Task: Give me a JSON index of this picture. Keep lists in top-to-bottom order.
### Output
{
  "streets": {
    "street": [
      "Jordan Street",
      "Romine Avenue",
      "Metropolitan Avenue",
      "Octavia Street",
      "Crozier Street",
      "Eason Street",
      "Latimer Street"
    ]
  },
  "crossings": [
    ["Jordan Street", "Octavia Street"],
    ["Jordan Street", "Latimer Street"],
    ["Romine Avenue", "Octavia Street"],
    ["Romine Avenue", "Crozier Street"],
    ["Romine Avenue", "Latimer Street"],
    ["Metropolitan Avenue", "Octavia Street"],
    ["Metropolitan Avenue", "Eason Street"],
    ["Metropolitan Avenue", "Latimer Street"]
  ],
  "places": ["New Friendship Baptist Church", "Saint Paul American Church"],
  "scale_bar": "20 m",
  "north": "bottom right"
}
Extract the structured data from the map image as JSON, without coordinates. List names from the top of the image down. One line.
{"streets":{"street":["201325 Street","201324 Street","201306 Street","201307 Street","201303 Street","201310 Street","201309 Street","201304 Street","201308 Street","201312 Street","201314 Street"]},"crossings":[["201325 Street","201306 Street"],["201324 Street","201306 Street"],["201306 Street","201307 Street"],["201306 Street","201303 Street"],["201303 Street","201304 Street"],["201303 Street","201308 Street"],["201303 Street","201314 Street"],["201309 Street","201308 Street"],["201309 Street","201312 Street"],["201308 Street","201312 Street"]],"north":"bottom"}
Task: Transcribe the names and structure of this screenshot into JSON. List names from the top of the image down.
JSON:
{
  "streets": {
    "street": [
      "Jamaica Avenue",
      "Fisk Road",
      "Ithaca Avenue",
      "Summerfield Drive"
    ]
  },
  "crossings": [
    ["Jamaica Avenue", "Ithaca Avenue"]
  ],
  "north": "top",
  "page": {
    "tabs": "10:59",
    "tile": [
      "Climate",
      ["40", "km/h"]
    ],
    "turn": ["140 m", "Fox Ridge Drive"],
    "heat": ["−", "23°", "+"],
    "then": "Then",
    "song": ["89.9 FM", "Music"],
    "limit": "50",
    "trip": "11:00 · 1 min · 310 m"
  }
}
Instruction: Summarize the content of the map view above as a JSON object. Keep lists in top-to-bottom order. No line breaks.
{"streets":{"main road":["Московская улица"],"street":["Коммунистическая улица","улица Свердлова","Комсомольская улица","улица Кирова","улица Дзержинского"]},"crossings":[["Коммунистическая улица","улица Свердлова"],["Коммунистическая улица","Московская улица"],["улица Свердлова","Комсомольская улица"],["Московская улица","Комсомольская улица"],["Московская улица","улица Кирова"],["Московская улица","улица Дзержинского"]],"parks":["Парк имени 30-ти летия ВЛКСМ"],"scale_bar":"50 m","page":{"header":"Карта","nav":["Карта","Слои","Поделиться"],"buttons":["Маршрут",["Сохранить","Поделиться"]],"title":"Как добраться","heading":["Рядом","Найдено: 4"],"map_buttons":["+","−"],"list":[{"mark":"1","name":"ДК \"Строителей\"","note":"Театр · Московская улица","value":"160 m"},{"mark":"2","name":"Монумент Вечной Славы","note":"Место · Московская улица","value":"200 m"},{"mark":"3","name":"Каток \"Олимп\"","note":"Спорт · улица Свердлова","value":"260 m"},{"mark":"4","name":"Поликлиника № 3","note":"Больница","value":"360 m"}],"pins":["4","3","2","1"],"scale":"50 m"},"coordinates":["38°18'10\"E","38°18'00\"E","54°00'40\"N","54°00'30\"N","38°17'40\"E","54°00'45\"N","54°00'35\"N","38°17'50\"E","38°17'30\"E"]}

** WORK ORDER **
Starting with the line that contains "Instruction: Summarize the", return each line through the last one of the data above, exactly as written and nothing more.

** ANSWER **
Instruction: Summarize the content of the map view above as a JSON object. Keep lists in top-to-bottom order. No line breaks.
{"streets":{"main road":["Московская улица"],"street":["Коммунистическая улица","улица Свердлова","Комсомольская улица","улица Кирова","улица Дзержинского"]},"crossings":[["Коммунистическая улица","улица Свердлова"],["Коммунистическая улица","Московская улица"],["улица Свердлова","Комсомольская улица"],["Московская улица","Комсомольская улица"],["Московская улица","улица Кирова"],["Московская улица","улица Дзержинского"]],"parks":["Парк имени 30-ти летия ВЛКСМ"],"scale_bar":"50 m","page":{"header":"Карта","nav":["Карта","Слои","Поделиться"],"buttons":["Маршрут",["Сохранить","Поделиться"]],"title":"Как добраться","heading":["Рядом","Найдено: 4"],"map_buttons":["+","−"],"list":[{"mark":"1","name":"ДК \"Строителей\"","note":"Театр · Московская улица","value":"160 m"},{"mark":"2","name":"Монумент Вечной Славы","note":"Место · Московская улица","value":"200 m"},{"mark":"3","name":"Каток \"Олимп\"","note":"Спорт · улица Свердлова","value":"260 m"},{"mark":"4","name":"Поликлиника № 3","note":"Больница","value":"360 m"}],"pins":["4","3","2","1"],"scale":"50 m"},"coordinates":["38°18'10\"E","38°18'00\"E","54°00'40\"N","54°00'30\"N","38°17'40\"E","54°00'45\"N","54°00'35\"N","38°17'50\"E","38°17'30\"E"]}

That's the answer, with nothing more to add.